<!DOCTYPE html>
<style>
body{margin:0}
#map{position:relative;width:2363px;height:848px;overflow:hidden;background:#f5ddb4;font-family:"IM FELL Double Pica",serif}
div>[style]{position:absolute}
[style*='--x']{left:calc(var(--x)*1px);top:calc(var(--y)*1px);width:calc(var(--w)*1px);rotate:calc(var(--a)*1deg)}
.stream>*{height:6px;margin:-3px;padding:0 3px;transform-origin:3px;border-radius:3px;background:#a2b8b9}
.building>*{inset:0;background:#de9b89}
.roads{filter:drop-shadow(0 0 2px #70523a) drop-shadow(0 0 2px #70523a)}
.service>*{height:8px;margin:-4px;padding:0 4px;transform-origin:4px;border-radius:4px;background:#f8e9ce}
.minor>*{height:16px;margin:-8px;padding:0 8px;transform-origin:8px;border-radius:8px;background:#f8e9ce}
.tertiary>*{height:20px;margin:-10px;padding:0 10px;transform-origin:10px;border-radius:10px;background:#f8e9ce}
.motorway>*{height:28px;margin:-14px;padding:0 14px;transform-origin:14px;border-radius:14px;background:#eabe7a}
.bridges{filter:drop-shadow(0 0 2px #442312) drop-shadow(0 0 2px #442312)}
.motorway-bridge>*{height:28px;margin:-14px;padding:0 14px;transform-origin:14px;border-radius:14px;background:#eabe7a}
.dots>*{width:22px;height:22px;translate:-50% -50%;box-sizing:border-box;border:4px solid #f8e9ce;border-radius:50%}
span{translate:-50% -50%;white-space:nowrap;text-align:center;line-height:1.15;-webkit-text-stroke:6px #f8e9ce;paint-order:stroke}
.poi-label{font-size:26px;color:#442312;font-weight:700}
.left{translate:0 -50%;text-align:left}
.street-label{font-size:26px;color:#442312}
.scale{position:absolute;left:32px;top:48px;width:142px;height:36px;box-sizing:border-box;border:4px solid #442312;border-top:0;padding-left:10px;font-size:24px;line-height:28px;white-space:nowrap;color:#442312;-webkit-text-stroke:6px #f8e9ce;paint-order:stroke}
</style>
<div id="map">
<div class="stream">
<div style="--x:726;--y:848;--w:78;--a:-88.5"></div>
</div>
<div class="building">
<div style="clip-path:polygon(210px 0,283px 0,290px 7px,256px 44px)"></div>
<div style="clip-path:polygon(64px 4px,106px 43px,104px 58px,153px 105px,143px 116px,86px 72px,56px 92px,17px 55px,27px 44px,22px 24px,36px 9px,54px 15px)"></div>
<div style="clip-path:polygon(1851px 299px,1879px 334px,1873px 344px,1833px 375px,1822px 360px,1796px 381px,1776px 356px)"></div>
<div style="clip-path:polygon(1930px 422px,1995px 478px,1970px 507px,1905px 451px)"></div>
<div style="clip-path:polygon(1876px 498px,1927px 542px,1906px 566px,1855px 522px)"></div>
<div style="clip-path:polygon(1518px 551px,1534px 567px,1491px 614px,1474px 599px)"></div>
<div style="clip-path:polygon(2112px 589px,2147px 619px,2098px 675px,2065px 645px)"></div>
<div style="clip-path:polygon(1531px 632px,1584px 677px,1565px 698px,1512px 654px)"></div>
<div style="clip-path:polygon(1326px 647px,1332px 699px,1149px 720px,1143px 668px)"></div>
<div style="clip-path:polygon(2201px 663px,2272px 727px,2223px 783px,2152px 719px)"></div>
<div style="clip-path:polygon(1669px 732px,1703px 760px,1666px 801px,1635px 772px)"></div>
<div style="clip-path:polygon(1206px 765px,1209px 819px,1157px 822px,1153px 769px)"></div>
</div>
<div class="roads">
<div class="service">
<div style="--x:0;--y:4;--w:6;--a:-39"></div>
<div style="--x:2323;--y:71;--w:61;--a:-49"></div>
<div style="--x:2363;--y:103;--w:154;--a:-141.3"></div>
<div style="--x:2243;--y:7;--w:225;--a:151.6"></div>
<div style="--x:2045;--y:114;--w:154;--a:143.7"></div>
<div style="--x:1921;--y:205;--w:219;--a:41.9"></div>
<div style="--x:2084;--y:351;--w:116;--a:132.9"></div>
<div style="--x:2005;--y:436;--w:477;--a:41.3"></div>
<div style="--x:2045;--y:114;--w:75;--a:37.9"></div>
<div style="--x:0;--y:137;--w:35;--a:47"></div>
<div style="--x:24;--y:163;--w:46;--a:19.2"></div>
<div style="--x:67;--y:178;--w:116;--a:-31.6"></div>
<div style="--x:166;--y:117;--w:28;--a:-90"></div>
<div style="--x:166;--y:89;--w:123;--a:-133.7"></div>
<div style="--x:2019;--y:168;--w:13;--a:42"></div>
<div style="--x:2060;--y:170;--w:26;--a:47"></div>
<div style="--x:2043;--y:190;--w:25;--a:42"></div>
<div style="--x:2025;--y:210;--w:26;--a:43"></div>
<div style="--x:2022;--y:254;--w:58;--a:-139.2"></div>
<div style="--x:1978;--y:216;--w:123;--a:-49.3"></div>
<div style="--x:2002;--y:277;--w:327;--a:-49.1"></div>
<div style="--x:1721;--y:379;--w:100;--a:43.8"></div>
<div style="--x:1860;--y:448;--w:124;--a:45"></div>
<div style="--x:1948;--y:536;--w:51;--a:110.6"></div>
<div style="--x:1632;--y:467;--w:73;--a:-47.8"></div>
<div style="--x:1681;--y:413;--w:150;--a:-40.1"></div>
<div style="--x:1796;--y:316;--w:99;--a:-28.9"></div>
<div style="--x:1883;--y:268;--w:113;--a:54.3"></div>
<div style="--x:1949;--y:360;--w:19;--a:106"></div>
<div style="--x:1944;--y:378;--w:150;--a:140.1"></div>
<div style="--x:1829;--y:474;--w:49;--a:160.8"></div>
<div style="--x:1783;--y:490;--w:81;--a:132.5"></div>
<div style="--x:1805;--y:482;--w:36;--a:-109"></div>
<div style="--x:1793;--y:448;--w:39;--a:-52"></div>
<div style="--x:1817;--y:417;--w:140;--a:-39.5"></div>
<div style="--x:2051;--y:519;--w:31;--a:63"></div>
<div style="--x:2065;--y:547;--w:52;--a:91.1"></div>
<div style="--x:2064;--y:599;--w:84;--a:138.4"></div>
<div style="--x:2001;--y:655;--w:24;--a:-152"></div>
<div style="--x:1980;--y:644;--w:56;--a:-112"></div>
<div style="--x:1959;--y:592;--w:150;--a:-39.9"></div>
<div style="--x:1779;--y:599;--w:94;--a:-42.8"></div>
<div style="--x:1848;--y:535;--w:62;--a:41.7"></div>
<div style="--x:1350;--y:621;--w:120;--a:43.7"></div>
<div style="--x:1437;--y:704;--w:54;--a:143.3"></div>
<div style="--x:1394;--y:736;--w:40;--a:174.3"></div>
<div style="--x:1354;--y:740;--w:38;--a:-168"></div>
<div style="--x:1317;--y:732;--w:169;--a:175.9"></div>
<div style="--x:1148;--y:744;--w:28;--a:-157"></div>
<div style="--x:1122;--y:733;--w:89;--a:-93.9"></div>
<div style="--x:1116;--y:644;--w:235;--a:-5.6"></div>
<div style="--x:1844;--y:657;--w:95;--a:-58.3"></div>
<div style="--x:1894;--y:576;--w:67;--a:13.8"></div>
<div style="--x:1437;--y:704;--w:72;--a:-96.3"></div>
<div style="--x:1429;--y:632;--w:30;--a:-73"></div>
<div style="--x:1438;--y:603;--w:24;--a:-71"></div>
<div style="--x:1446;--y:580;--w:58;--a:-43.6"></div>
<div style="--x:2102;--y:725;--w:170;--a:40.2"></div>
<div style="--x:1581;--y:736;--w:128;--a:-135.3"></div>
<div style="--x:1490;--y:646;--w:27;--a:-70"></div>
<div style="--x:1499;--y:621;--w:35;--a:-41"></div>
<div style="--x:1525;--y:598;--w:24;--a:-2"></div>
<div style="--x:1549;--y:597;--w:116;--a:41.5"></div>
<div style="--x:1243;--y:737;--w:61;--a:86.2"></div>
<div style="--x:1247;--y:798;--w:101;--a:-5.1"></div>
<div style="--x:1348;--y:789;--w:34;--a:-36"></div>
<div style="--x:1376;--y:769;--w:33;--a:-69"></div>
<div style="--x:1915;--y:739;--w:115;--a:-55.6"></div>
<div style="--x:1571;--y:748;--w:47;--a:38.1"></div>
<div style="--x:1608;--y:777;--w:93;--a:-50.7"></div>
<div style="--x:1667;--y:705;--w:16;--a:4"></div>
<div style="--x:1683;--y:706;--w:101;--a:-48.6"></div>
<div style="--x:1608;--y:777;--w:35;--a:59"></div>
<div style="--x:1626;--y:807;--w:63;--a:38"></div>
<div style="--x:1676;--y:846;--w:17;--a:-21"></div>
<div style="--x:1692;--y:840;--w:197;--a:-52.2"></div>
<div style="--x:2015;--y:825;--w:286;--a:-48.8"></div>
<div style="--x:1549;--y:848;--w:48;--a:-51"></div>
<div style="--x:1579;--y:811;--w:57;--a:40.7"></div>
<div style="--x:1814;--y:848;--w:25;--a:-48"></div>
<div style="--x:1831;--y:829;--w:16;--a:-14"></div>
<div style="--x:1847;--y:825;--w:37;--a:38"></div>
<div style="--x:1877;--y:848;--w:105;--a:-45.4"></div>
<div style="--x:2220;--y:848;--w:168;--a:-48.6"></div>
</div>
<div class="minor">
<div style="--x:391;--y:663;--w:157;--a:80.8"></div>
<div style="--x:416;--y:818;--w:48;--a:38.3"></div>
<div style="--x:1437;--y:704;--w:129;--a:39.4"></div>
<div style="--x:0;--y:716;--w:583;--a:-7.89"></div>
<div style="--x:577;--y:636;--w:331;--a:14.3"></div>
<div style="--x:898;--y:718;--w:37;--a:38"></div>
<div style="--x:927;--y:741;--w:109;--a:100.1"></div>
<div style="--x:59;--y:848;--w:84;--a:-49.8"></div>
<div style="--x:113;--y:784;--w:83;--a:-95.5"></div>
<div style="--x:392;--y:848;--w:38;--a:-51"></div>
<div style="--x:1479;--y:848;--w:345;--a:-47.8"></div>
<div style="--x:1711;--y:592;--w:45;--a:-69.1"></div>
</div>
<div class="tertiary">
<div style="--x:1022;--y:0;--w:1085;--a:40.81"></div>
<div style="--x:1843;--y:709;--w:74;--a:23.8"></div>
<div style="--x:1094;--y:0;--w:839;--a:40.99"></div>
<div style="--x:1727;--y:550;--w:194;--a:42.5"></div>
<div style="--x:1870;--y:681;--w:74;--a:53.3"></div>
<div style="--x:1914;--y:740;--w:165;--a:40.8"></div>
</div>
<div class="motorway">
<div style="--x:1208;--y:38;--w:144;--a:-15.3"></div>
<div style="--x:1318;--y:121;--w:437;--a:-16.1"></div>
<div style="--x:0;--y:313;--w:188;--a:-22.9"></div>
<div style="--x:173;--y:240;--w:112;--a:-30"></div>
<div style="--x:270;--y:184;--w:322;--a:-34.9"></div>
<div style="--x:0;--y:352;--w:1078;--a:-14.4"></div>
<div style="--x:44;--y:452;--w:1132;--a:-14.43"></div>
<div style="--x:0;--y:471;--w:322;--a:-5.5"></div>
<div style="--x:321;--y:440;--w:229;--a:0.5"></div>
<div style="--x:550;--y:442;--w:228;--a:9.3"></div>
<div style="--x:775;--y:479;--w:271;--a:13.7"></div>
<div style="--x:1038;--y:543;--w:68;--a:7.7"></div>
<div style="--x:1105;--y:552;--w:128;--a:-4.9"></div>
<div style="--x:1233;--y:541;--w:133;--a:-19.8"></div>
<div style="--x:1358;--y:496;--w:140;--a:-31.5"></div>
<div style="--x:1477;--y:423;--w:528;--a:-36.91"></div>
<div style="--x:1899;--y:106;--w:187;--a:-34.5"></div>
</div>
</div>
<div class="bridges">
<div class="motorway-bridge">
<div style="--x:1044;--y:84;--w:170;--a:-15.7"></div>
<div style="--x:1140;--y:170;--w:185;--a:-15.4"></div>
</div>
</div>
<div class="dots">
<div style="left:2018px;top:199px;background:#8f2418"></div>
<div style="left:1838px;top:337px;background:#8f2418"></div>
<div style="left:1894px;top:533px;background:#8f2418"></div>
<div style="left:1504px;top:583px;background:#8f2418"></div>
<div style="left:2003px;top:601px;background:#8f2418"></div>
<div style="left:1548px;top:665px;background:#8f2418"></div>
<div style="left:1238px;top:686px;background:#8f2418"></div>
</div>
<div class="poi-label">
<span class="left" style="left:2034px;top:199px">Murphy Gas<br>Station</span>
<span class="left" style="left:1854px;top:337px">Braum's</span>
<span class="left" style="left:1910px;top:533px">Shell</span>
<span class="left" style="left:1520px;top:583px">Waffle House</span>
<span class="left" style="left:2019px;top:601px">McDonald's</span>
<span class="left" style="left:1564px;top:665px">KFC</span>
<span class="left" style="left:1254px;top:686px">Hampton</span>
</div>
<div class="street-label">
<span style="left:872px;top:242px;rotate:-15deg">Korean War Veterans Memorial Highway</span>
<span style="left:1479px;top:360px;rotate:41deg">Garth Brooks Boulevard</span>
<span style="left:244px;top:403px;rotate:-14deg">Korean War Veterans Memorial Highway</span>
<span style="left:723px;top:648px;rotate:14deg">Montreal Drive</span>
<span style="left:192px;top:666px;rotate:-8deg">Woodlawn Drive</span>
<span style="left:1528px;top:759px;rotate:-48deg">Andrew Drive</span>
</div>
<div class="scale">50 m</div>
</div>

------------------------------

What lines in the entries above include the string "stream"? Return each one.

=== Completed exercise ===
.stream>*{height:6px;margin:-3px;padding:0 3px;transform-origin:3px;border-radius:3px;background:#a2b8b9}
<div class="stream">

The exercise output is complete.